Task statement:
Nothing but a number should be given: how many lines in the listing contain the word "rows".

Data provided:

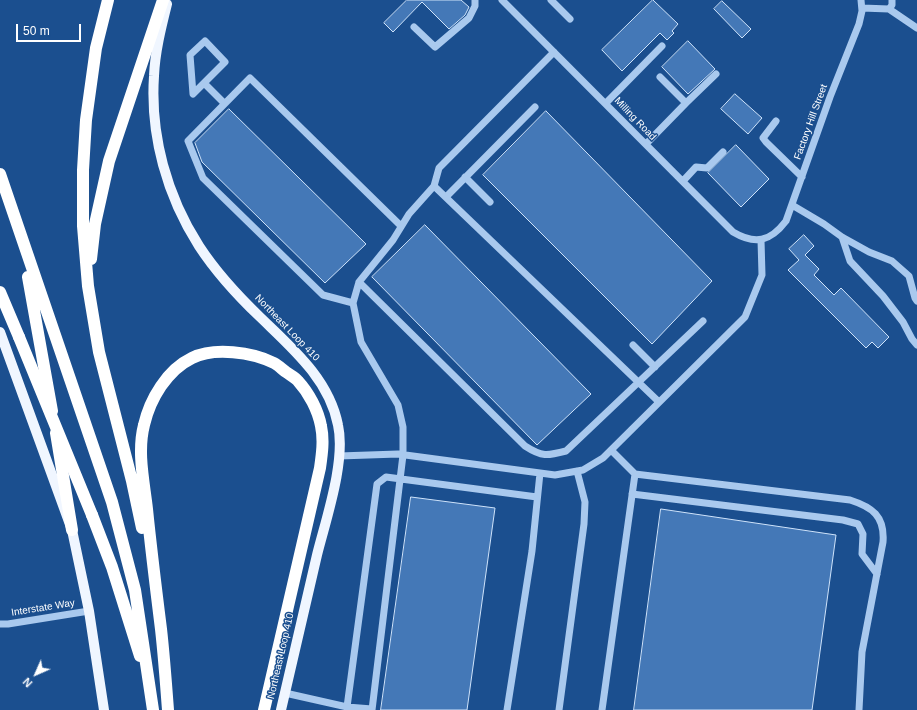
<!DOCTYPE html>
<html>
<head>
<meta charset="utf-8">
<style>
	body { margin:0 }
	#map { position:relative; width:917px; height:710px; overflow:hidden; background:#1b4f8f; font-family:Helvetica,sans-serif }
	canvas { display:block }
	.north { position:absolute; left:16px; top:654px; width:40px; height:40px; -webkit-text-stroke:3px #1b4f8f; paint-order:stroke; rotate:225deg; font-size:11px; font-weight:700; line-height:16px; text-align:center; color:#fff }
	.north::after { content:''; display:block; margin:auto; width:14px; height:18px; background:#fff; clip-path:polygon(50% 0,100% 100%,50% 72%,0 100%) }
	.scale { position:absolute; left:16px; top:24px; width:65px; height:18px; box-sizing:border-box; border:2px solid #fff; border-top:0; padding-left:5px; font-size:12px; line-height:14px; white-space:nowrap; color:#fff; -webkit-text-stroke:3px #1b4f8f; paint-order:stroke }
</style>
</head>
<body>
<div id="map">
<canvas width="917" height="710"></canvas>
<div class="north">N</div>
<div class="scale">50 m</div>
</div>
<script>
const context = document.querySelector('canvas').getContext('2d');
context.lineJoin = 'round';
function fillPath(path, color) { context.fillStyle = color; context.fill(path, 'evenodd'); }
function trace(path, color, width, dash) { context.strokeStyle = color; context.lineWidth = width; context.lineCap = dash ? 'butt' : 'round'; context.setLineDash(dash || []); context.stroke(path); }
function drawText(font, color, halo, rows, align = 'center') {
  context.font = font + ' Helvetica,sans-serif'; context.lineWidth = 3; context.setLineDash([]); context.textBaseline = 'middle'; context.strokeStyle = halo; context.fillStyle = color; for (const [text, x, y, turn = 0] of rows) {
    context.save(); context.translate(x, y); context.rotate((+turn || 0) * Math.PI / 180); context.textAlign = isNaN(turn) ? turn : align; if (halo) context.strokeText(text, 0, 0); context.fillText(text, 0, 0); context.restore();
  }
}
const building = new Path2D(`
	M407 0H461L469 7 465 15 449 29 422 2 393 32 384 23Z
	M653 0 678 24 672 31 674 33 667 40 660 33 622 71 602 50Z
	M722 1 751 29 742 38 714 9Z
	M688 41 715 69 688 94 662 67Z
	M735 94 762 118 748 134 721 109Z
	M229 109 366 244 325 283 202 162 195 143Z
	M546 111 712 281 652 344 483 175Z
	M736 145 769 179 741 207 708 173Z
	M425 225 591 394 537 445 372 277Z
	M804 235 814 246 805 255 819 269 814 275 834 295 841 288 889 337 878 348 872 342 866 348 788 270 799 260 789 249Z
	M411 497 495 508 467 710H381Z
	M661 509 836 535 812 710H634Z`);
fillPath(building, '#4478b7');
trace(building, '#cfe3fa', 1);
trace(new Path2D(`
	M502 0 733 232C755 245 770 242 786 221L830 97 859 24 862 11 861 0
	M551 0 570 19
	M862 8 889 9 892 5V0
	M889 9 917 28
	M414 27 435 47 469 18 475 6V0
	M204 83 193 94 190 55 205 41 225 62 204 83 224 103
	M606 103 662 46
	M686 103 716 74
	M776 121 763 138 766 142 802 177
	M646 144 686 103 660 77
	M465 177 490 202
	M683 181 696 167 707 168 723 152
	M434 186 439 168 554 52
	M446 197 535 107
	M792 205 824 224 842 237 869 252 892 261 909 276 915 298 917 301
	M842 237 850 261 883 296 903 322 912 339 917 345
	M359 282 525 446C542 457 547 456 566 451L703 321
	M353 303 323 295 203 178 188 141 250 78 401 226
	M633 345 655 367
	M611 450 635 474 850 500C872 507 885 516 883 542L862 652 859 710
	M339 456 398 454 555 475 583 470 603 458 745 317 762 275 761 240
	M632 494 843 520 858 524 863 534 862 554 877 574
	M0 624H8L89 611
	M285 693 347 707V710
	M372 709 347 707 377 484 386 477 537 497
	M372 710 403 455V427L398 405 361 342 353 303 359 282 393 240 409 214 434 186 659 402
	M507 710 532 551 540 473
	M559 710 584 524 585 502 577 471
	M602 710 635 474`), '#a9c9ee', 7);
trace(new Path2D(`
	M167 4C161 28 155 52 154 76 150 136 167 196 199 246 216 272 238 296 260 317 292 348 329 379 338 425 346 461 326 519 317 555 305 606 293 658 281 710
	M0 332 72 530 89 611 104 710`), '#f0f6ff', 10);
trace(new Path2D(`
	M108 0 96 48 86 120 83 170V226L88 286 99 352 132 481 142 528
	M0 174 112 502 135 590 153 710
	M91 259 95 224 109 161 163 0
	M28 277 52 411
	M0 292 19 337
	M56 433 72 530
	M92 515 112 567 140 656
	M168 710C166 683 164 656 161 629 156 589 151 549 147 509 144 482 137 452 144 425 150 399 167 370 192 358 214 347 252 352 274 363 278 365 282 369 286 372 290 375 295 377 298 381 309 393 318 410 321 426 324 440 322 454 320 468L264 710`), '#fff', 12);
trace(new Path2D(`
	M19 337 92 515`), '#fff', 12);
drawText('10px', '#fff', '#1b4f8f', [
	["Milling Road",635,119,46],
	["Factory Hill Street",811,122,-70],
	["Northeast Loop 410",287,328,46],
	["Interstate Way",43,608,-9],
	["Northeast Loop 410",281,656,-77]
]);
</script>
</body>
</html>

Task solution:
2